RMSE: root mean square error — it is a measure of how well the regression line fits the data points. RMSE can also be interpreted as the standard deviation of the residual. Consider these points: (1, 1), (2, 2), (2, 3), (3, 6). We split the above data points into the 1st list. Login :
x = [1, 2, 2, 3] y = [1, 2, 3, 6]
Code: Regression Plot
import matplotlib.pyplot as plt
import math
# dots plt. plot (x, y)
# x-axis title
plt.xlabel ( ’x - axis’ )
# Y-axis name
plt.ylabel ( ’y - axis’ )
# giving a title to my graphic
plt.title ( ’Regression Graph’ )
# plot show function plt.show ()
Code: Average
# in the next step we will find the equation of the line of best fit # we will use the slope of a linear algebra point to find the equation of the regression line # the shape of the slope is represented by y = mx + c # where m mean s slope (change in y) / (change in x) # c is a constant, it represents where the line will cross the Y-axis # Slope m can be formulated like this: "" "
N
m =? (xi - X mean ) (yi - Y mean ) /? (xi - X mean ) ^ 2
# let’s see how the mean square is calculated mathematically # let’s introduce a term called residuals # remainder - it is basically the distance from the data point to the regression line # the residuals are indicated by the red line in the graph below # RMS and residuals are calculated as shown below # we have 4 data points "" " r = 1, ri = yi-y_pred y_pred is mx + c ri = yi- (mx + c) eg x = 1, we have the y value as 1 we want to evaluate exactly what our model predicted for x = 1 (1, 1) r1 = 1, x = 2 "" " # y_pred1 = 1- (2.5 * 1-2.0 ) = 0.5
print ( ’Root Mean square error using maths’ , rmse)

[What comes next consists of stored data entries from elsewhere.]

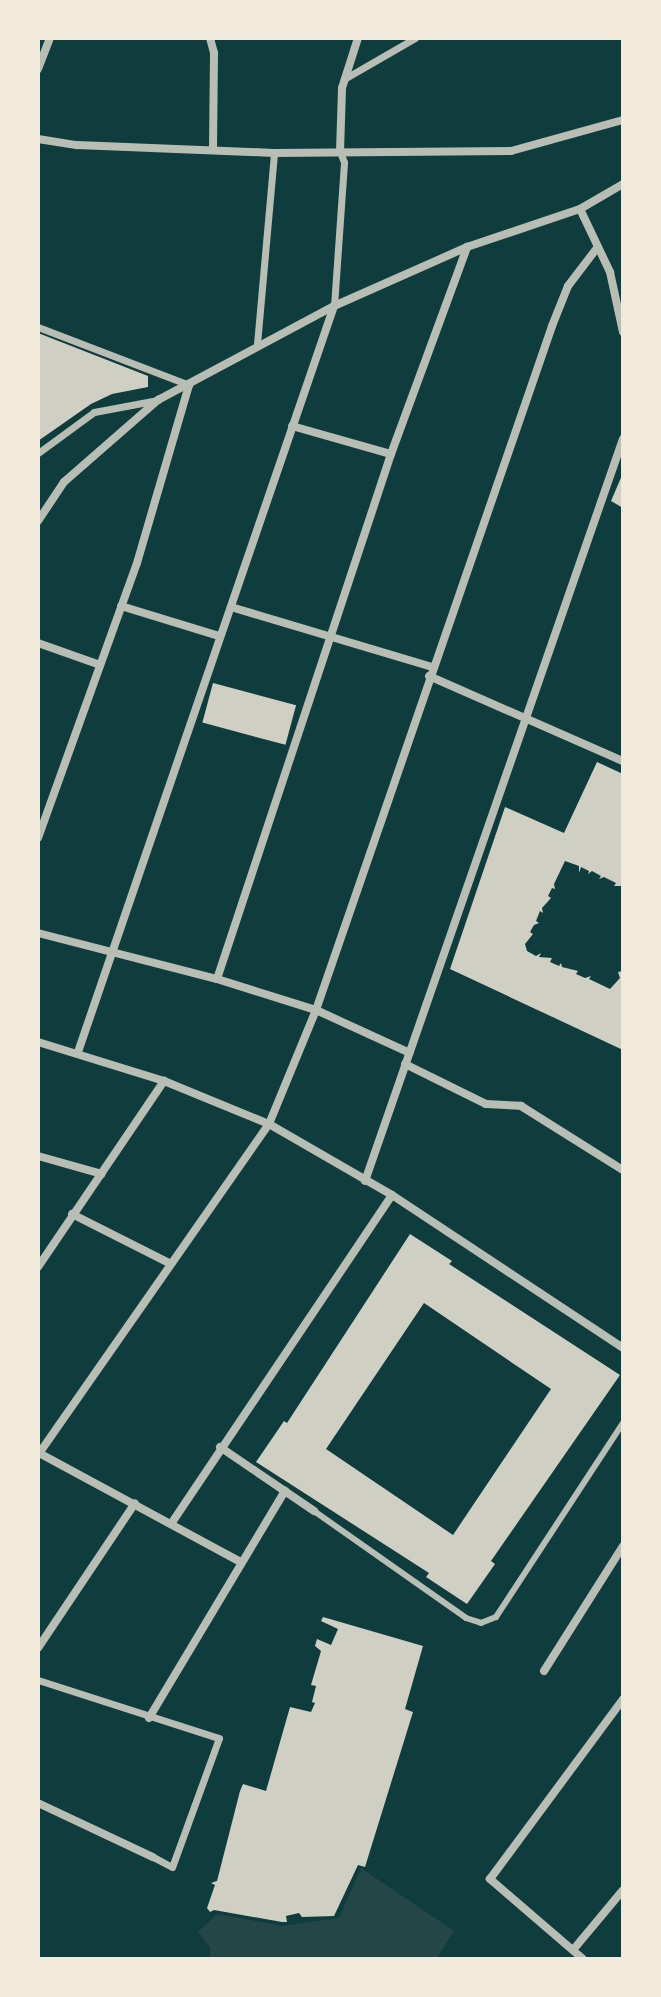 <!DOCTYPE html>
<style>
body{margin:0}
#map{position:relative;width:661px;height:1997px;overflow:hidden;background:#0f3d3e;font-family:"Public Sans",sans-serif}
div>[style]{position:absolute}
.green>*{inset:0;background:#244646}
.building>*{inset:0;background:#cfcfc3;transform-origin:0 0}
.service>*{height:6px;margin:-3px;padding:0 3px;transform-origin:3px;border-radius:3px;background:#b8beb3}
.pedestrian>*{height:7px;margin:-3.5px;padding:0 3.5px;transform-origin:3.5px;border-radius:3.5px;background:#b8beb3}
.minor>*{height:8px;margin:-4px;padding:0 4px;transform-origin:4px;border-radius:4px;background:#b8beb3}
span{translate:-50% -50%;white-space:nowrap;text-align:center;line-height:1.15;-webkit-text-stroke:7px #f1e9da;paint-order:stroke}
.frame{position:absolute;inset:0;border:40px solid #f1e9da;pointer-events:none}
</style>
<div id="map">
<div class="green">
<i style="clip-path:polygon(361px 1868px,454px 1931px,436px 1959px,210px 1959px,210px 1947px,198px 1932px,217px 1914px,283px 1926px,339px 1918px)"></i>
</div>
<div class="building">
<i style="clip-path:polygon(38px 333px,148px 376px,148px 387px,112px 394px,91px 404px,38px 441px)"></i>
<i style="clip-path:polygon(623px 473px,623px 508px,611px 501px)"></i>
<i style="left:213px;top:683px;width:86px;height:41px;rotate:15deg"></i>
<i style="clip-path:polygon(597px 762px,623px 774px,623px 886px,614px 886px,616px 883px,604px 877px,599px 879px,601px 876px,592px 871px,588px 874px,589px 871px,581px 867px,579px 873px,579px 866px,565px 861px,554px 884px,555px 889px,552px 888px,548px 896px,551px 898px,542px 908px,543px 913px,540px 911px,536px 921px,539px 923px,534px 925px,530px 932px,533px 934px,525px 944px,527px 951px,536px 956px,541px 953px,539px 957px,552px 958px,550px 962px,559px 966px,561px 963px,562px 967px,578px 971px,576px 974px,585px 978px,591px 976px,589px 979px,610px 989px,620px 978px,618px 972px,623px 971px,623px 1050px,450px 969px,505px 807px,564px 833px)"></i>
<i style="clip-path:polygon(evenodd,410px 1234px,452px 1261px,449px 1264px,620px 1375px,491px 1561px,495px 1564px,467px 1604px,426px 1577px,429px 1573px,256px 1462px,284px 1421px,287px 1423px,410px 1234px,424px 1303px,551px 1389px,453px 1535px,326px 1449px,424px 1303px)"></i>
<i style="clip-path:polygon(323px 1617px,423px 1646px,405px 1709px,413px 1712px,365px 1867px,358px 1865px,334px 1916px,302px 1917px,299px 1913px,286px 1916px,287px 1922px,282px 1922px,214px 1910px,210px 1912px,207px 1908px,215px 1885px,211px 1883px,217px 1881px,240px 1791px,243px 1784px,266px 1791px,290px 1707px,311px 1712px,315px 1703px,312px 1702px,316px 1686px,311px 1685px,321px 1651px,315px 1646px,317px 1639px,331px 1645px,338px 1629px,321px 1621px)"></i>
</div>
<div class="service">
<i style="left:314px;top:1511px;width:186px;rotate:35.1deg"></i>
<i style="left:466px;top:1618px;width:16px;rotate:18deg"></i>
<i style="left:481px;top:1623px;width:16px;rotate:-22deg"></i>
<i style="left:496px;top:1617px;width:232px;rotate:-56.8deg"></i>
</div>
<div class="pedestrian">
<i style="left:344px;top:79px;width:82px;rotate:-30deg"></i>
<i style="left:334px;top:306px;width:144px;rotate:-86deg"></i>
<i style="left:344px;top:162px;width:11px;rotate:-112deg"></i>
<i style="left:38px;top:327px;width:162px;rotate:21deg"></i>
<i style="left:257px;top:344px;width:192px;rotate:-84.9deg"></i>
<i style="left:38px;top:453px;width:69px;rotate:-36.2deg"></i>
<i style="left:94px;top:412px;width:65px;rotate:-10.6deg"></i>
<i style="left:38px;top:1680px;width:190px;rotate:17.8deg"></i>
<i style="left:219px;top:1738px;width:137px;rotate:110deg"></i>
<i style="left:172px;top:1867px;width:21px;rotate:-152deg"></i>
</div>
<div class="minor">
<i style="left:210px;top:38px;width:16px;rotate:75deg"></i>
<i style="left:214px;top:53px;width:96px;rotate:90.6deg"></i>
<i style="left:38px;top:69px;width:33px;rotate:-69deg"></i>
<i style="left:38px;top:139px;width:39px;rotate:9deg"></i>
<i style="left:77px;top:145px;width:197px;rotate:2.3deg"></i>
<i style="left:274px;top:153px;width:237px;rotate:-0.5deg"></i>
<i style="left:511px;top:151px;width:116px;rotate:-15.5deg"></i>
<i style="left:340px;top:152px;width:64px;rotate:-88.2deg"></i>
<i style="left:342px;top:88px;width:52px;rotate:-72.3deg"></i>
<i style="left:580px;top:209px;width:70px;rotate:64.5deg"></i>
<i style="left:610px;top:272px;width:61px;rotate:77.8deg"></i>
<i style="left:292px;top:426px;width:103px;rotate:15.8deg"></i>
<i style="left:38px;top:521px;width:47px;rotate:-56.3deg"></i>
<i style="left:64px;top:482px;width:125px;rotate:-41.1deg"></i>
<i style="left:158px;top:400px;width:200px;rotate:-28.1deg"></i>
<i style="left:334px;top:306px;width:145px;rotate:-23.9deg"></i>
<i style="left:467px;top:247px;width:119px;rotate:-18.6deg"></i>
<i style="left:580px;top:209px;width:50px;rotate:-30.2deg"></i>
<i style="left:121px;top:606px;width:102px;rotate:17deg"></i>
<i style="left:231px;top:607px;width:210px;rotate:16.6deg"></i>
<i style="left:38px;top:643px;width:66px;rotate:19.5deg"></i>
<i style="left:429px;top:676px;width:212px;rotate:23.7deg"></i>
<i style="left:38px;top:838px;width:292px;rotate:-70.2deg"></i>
<i style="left:137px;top:563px;width:185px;rotate:-73.7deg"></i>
<i style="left:38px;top:933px;width:185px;rotate:14.4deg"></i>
<i style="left:217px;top:979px;width:104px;rotate:17.4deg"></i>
<i style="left:316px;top:1010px;width:103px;rotate:24.6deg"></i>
<i style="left:217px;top:979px;width:553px;rotate:-71.66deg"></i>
<i style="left:391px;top:454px;width:221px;rotate:-69.8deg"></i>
<i style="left:38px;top:1042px;width:132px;rotate:17.2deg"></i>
<i style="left:164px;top:1081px;width:113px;rotate:22.3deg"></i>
<i style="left:269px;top:1124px;width:142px;rotate:30deg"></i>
<i style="left:392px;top:1195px;width:277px;rotate:33.5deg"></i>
<i style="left:78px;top:1052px;width:789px;rotate:-71.06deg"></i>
<i style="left:405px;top:1064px;width:90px;rotate:26.3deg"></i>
<i style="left:486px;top:1104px;width:35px;rotate:3deg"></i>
<i style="left:521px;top:1106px;width:120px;rotate:32.1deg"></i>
<i style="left:38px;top:1156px;width:66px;rotate:15.7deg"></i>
<i style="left:365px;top:1181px;width:786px;rotate:-70.83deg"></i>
<i style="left:72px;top:1214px;width:109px;rotate:26.8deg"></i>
<i style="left:38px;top:1267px;width:225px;rotate:-55.9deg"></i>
<i style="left:220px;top:1447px;width:114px;rotate:34.2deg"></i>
<i style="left:39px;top:1453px;width:230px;rotate:28.4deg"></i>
<i style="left:38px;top:1455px;width:404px;rotate:-55.1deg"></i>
<i style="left:269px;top:1124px;width:123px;rotate:-67.6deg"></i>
<i style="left:316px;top:1010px;width:724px;rotate:-70.96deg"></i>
<i style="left:552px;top:326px;width:43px;rotate:-68.2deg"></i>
<i style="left:568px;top:286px;width:48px;rotate:-52.7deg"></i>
<i style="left:171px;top:1524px;width:396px;rotate:-56.1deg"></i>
<i style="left:38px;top:1648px;width:174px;rotate:-56.2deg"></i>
<i style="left:544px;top:1671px;width:148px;rotate:-57.7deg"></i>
<i style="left:149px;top:1718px;width:265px;rotate:-59.1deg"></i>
<i style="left:38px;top:1803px;width:127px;rotate:25.2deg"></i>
<i style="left:573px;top:1950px;width:78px;rotate:-50.2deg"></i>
<i style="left:583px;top:1959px;width:123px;rotate:-139.3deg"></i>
<i style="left:490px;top:1879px;width:224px;rotate:-53.5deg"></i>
</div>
<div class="frame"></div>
</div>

# RMS value actually calculated using math # both RMSEs are calculated the same
Output:
Root Mean square error using maths 0.6123724356957945
R-squared error or coefficient of determination Error R2 answers the following question. How much y changes with change in x. Basically, the percentage change in y when changing from x
# next to the total deviation of Y from the mean # the change in y is calculated as # y_var = (y1-y mean ) ** 2+ (y2-y mean ) ** 2 ... + (yn-y mean ) 2
# by computing y_var, we compute the distance # between data points y and mean y # so answer to our question,% of total deviation # of x is denoted as below:
# [SE_line / SE_ mean ] -" tells us what% variation # not described by the regression line # 1- (SE_li ne / SE_ mean ) -" gives us the exact mean ing # how much% y varies with x
print ( ’Rsquared error’ , r_squared)
Output:
Rsquared error 0.8928571428571429
Code: R-Squared Error with sklear
from sklearn.metrics import r2_score
Error # r2 calculated by sklearn is similar # to our mathematically calculated error r2 # compute r2 error with sklearn r2 _score (y, y_pred)
Output:
0.8928571428571429
Shop
Learn programming in R: courses
$FREE
Best Python online courses for 2022
$FREE
Best laptop for Fortnite
$399+
Best laptop for Excel
$
Best laptop for Solidworks
$399+
Best laptop for Roblox
$399+
Best computer for crypto mining
$499+
Best laptop for Sims 4
$
Latest questions
PythonStackOverflow
Common xlabel/ylabel for matplotlib subplots
1947 answers
PythonStackOverflow
Check if one list is a subset of another in Python
1173 answers
PythonStackOverflow
How to specify multiple return types using type-hints
1002 answers
PythonStackOverflow
Printing words vertically in Python
909 answers
PythonStackOverflow
Python Extract words from a given string
798 answers
PythonStackOverflow
Why do I get "Pickle - EOFError: Ran out of input" reading an empty file?